The node at the Printshell project and the ANSYS analysis at the project.

2. Gridshell Nodes

Gridshell nodes have three main functions. First, they ensure structural integrity by transferring forces between the members; second, they play a key role in the assembly and prefabrication of a gridshell; lastly, they accommodate the small geometry changes between the connecting members. In addition, they can serve as visible objects that enhance the architectural concept.
Gridshells, like other shells, transfer forces primarily through in-plane membrane forces, which in gridshells are subjected to the members as axial forces. Although this enables efficient material usage, the slenderness makes shell structures subjected to compression forces prone to buckling and stability issues. In gridshells, the nodes are an integral part of the structural system. An assumption that these are rigidly connected to all the adjoining members is both an unrealistic and unconservative estimate. Rigid connections imply a complete transmission of bending moments between members and nodes, which causes the analytical model to be significantly stiffer than the actual system. Rigid connections are only possible in practice if all members are welded to the node. In addition, small gaps and imperfections from production allow for small node movements.
Modelling connections as either pinned or rigid is common in almost all practical finite element analyses. After extracting the forces in the node, a connection with the appropriate number of fasteners to withstand the internal forces is selected. By using a more realistic node stiffness based on the actual properties of the connector, the global behaviour of the system will be altered. For larger buildings and structures, the cost of the extra analysis done by the engineer is unfeasible compared to the price of some additional bolts and welds. However, for gridshells, where the form follows the forces, the advantage of accurate accounting for node rigidity is significant. A recent study by Lara-Bocanegra et al. demonstrates this importance on an elastic timber gridshell by comparing the deflections of a full-scale model to those of a numerical analysis [4]. Without considering the joints’ rigidity, the analytical model underestimates the deflections and fails to capture the gridshell’s physical behaviour. Therefore, joint rigidity is an important factor when evaluating gridshells as using pinned joints in the evaluation often leads to unstable structures, and rigid joints could result in too unconservative estimates. Several studies report this, including [5,6,7][5][6][7].

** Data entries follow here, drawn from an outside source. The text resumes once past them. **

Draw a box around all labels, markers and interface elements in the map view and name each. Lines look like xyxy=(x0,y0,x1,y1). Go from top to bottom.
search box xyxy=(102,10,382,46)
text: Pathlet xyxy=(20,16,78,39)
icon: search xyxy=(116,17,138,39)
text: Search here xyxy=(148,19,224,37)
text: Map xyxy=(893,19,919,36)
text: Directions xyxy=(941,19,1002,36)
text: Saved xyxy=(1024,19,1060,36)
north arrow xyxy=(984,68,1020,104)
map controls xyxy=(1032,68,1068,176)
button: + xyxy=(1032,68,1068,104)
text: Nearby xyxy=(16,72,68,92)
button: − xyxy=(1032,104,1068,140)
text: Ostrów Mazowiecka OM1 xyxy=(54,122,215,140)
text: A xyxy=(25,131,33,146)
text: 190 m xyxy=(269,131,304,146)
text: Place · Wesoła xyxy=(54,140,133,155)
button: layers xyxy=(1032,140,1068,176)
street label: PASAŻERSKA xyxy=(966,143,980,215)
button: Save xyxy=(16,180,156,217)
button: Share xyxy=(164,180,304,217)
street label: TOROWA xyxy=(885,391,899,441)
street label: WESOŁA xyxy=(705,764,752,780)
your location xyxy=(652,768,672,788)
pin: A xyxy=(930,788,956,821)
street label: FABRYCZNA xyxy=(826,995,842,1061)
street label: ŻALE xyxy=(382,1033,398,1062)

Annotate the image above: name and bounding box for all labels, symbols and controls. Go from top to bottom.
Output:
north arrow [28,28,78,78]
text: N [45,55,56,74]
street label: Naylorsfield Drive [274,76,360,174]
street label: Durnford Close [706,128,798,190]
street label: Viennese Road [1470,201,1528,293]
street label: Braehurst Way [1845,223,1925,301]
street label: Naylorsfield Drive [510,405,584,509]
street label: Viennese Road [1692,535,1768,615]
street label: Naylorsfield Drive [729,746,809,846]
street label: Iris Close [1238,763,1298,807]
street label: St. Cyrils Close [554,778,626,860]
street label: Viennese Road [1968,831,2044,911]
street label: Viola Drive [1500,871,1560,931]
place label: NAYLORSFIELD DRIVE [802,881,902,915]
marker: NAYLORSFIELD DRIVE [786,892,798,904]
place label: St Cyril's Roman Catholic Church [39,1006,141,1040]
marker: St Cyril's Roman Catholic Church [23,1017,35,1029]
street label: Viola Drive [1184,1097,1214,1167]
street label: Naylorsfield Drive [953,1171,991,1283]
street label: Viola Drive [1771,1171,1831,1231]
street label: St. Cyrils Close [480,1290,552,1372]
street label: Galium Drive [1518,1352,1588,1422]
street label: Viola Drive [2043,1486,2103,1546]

Nodes are also often reported as the most expensive parts in realising gridshells [8,9,10][8][9][10]. Nodes are thus both crucial for the structural integrity and the final cost of a gridshell; however, recent studies by the authors have shown that gridshell nodes are not a pronounced priority in recent research on gridshells [11]. When selecting nodes for a steel and aluminium gridshell, manufacturing companies can provide a set of pre-accepted solutions. For timber gridshells, the nodes are typically developed for each project. Analyses of gridshell nodes are typically done using solid elements as seen in the recent studies by Castriotto et al. [12] and Seifi et al. [7]. Like in tThe Printshell project presented in Section 2.1, the analyses require exporting to separate tools for performing the meshing and analyses. Structural or mechanical engineers often drive the design of nodes. Harris et al. describe [13] how timber engineers designed the nodes for The Pods sports academy B&K Structures with Westmucket and Hawkes (structural consultants) as sub-contractors for the detailing of the nodes.
The geometry deviations between the members’- and the node’s plane can be described with three angles, often referred to as the U-, V-, and W-angles [14]. Figure 2 illustrates these three angles. The U-angle represents the horizontal angle, meaning the angle between two members in the node plane, the vertical angle, V, represents the vertical kink between the normal direction of two nodes at each end of a member, and the twist angle, W, represents the twist between the same normal directions. In general, the nodes need high precision in manufacturing to accommodate these angles.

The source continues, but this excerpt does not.